— THE TASK —
An exact copy of the line containing "sky.addColorStop(0, '#8aabca');" and of every line after it, through the last line of the material, is what should be returned.

— DATASET ENTRIES —
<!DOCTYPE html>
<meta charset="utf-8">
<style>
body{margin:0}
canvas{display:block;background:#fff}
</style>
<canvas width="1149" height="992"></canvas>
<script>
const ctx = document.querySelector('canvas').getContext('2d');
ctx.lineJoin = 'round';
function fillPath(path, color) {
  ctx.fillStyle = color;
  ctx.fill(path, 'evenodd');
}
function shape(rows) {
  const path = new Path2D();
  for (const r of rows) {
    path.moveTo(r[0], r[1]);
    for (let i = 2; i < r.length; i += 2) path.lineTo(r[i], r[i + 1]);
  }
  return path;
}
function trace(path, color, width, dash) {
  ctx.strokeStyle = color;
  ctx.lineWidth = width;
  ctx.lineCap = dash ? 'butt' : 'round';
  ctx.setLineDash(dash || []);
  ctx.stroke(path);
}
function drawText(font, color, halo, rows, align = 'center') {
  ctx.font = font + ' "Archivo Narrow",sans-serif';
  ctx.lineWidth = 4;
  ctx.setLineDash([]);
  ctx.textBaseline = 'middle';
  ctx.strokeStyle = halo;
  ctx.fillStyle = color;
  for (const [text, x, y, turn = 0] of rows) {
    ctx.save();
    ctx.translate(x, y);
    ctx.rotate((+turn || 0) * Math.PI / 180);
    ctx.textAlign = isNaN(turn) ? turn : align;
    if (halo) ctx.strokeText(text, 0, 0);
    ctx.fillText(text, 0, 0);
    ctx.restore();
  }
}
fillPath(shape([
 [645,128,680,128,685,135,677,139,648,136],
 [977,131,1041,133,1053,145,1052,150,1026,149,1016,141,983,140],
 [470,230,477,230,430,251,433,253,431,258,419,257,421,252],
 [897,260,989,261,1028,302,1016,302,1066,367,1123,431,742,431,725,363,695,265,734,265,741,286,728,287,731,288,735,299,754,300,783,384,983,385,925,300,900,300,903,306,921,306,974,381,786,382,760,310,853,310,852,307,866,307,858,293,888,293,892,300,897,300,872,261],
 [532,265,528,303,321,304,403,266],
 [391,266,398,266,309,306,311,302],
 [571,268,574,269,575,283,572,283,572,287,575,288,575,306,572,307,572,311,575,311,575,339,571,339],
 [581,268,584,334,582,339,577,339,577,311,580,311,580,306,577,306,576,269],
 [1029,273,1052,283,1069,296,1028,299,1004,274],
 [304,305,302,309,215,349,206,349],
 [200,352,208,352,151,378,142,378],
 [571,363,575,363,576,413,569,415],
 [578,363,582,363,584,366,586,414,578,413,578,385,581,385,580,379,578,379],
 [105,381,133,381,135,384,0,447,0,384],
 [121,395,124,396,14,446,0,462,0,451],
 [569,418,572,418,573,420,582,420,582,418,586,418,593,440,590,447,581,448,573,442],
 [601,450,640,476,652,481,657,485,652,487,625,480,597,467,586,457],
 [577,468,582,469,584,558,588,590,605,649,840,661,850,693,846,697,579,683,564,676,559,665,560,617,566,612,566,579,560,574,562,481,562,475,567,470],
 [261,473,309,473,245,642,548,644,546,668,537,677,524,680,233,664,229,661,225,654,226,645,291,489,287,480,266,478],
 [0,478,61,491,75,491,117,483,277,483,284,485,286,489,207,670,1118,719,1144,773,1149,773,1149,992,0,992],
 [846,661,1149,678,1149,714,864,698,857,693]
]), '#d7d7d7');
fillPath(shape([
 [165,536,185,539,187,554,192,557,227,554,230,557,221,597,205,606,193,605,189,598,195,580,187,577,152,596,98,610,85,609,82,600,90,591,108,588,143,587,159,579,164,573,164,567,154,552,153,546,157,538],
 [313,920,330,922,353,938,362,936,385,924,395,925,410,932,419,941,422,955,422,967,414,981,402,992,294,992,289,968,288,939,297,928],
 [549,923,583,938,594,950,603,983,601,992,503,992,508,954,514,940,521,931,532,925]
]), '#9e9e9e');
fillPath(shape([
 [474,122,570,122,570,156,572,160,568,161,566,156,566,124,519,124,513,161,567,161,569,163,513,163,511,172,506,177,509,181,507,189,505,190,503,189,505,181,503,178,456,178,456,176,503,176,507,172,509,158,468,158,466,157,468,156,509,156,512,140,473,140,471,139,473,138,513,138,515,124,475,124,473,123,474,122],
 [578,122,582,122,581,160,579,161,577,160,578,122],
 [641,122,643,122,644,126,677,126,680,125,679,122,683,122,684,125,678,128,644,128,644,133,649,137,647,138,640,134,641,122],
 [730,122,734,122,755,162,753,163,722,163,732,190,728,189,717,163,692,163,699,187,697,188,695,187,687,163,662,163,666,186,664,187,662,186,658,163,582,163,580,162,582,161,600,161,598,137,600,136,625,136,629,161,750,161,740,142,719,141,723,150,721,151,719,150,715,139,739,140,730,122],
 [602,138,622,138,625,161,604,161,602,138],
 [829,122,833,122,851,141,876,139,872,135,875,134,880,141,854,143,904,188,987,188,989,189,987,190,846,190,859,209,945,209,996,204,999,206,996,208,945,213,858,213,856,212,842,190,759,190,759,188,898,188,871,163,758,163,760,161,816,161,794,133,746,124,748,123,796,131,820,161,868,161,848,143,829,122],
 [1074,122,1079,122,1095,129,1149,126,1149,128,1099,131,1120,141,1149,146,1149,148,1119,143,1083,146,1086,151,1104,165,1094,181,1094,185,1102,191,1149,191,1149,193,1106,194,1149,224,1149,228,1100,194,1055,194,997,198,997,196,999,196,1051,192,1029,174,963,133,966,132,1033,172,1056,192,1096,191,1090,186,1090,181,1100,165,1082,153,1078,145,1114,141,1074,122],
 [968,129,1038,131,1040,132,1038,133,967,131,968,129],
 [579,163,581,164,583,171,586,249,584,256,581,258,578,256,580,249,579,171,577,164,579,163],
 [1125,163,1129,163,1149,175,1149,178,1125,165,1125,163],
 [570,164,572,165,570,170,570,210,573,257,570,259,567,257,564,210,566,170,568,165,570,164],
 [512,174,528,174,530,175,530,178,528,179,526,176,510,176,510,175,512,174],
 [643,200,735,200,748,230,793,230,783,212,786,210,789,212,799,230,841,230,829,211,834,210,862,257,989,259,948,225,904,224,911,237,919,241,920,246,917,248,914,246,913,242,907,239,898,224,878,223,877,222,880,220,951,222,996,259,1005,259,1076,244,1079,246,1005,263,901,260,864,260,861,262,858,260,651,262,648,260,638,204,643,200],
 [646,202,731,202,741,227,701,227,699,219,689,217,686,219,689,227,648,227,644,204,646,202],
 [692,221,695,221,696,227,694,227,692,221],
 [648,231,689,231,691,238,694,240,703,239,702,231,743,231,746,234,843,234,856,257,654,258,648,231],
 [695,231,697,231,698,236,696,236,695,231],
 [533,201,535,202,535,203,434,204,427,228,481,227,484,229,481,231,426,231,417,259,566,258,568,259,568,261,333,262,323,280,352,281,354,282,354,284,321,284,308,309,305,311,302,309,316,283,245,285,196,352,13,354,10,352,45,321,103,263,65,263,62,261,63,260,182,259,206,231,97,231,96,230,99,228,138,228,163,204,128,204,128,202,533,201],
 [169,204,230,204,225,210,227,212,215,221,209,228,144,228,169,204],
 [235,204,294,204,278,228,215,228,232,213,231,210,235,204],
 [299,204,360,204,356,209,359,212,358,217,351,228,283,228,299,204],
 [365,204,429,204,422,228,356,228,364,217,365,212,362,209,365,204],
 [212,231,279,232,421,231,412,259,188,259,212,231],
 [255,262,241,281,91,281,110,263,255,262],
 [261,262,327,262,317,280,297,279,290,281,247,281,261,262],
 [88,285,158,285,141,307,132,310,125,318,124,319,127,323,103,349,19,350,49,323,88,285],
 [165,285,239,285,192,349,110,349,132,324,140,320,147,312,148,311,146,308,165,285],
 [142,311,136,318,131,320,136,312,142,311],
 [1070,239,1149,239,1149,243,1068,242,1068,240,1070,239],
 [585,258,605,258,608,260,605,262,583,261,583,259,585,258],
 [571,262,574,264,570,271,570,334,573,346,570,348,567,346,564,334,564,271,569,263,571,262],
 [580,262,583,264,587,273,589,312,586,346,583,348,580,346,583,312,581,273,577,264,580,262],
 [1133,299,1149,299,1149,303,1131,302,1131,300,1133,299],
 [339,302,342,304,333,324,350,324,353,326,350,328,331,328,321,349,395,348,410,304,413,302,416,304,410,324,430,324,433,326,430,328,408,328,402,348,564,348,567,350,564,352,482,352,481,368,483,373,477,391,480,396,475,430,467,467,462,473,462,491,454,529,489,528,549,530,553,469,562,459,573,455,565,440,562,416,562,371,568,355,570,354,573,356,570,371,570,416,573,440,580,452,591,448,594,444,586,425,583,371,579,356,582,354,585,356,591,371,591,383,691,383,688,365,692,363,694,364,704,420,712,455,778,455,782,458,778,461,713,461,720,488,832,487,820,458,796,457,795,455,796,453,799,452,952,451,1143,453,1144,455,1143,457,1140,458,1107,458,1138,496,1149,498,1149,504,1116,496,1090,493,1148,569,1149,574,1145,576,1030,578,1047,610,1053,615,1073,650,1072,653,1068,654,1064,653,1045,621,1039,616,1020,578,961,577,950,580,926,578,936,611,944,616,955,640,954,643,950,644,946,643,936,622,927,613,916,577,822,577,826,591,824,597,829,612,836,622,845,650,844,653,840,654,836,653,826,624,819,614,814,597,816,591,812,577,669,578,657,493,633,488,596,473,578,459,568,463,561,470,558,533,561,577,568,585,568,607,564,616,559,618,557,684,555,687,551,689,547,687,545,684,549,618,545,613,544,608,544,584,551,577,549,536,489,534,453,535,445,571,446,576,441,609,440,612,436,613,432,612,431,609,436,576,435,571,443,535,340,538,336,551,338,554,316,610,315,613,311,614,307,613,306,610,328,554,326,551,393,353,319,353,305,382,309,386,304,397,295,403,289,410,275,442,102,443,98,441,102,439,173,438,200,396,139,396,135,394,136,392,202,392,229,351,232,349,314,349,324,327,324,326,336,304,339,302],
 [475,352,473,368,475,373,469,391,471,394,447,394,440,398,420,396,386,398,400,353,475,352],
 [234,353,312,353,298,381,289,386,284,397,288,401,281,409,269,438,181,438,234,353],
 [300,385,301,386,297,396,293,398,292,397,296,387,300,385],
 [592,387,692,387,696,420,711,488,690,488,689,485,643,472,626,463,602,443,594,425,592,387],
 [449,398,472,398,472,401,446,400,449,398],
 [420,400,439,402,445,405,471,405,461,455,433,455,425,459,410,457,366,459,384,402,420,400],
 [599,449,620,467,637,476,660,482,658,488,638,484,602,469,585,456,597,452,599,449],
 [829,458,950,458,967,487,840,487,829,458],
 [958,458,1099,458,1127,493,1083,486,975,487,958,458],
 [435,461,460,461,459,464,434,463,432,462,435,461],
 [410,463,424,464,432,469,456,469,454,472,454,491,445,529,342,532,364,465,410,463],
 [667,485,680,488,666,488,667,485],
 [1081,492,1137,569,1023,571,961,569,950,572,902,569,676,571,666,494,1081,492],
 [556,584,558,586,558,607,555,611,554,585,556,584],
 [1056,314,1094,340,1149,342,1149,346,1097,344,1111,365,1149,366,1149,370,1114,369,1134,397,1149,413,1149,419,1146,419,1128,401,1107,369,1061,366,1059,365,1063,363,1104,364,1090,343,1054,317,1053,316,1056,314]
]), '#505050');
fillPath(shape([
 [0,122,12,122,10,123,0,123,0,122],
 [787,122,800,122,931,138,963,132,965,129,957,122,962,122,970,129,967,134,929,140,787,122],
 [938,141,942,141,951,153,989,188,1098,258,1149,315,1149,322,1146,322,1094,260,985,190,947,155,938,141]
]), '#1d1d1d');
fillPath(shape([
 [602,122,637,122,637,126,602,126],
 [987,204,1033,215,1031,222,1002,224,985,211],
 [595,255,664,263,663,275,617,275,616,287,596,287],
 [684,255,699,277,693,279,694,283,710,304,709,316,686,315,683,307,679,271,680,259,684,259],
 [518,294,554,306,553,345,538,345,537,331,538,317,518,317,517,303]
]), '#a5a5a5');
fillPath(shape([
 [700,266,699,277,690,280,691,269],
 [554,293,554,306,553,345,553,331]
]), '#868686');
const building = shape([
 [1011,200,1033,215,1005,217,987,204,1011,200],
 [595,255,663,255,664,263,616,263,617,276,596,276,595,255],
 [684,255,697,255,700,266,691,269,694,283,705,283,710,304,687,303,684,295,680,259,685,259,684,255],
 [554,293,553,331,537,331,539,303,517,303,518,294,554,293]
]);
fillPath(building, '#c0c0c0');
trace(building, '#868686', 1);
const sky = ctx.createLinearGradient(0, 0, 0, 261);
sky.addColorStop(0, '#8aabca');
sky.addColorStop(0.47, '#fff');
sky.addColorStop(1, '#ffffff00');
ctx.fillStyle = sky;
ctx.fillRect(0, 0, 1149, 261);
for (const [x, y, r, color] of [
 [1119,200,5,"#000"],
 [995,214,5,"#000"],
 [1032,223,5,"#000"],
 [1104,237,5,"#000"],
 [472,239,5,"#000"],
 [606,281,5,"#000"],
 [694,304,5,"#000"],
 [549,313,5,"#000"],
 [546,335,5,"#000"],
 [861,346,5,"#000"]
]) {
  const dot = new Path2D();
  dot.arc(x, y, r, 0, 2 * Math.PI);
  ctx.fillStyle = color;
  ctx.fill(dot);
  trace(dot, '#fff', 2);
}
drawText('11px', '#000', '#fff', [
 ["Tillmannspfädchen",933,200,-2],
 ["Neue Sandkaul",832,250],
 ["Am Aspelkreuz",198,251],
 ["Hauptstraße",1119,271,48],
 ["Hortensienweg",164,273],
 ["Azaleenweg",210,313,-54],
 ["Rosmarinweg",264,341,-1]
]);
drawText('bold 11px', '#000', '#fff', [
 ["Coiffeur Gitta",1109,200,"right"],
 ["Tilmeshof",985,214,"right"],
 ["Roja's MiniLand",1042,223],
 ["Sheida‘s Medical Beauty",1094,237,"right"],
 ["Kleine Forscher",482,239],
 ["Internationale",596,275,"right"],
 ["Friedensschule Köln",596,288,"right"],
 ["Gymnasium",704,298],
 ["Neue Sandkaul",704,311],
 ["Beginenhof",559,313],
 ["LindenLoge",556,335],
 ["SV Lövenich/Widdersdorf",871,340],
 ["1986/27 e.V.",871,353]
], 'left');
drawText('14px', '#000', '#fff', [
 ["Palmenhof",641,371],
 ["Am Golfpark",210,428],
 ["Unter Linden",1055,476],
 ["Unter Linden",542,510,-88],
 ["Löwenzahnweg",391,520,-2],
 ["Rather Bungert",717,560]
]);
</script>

— EXPECTED OUTPUT —
sky.addColorStop(0, '#8aabca');
sky.addColorStop(0.47, '#fff');
sky.addColorStop(1, '#ffffff00');
ctx.fillStyle = sky;
ctx.fillRect(0, 0, 1149, 261);
for (const [x, y, r, color] of [
 [1119,200,5,"#000"],
 [995,214,5,"#000"],
 [1032,223,5,"#000"],
 [1104,237,5,"#000"],
 [472,239,5,"#000"],
 [606,281,5,"#000"],
 [694,304,5,"#000"],
 [549,313,5,"#000"],
 [546,335,5,"#000"],
 [861,346,5,"#000"]
]) {
  const dot = new Path2D();
  dot.arc(x, y, r, 0, 2 * Math.PI);
  ctx.fillStyle = color;
  ctx.fill(dot);
  trace(dot, '#fff', 2);
}
drawText('11px', '#000', '#fff', [
 ["Tillmannspfädchen",933,200,-2],
 ["Neue Sandkaul",832,250],
 ["Am Aspelkreuz",198,251],
 ["Hauptstraße",1119,271,48],
 ["Hortensienweg",164,273],
 ["Azaleenweg",210,313,-54],
 ["Rosmarinweg",264,341,-1]
]);
drawText('bold 11px', '#000', '#fff', [
 ["Coiffeur Gitta",1109,200,"right"],
 ["Tilmeshof",985,214,"right"],
 ["Roja's MiniLand",1042,223],
 ["Sheida‘s Medical Beauty",1094,237,"right"],
 ["Kleine Forscher",482,239],
 ["Internationale",596,275,"right"],
 ["Friedensschule Köln",596,288,"right"],
 ["Gymnasium",704,298],
 ["Neue Sandkaul",704,311],
 ["Beginenhof",559,313],
 ["LindenLoge",556,335],
 ["SV Lövenich/Widdersdorf",871,340],
 ["1986/27 e.V.",871,353]
], 'left');
drawText('14px', '#000', '#fff', [
 ["Palmenhof",641,371],
 ["Am Golfpark",210,428],
 ["Unter Linden",1055,476],
 ["Unter Linden",542,510,-88],
 ["Löwenzahnweg",391,520,-2],
 ["Rather Bungert",717,560]
]);
</script>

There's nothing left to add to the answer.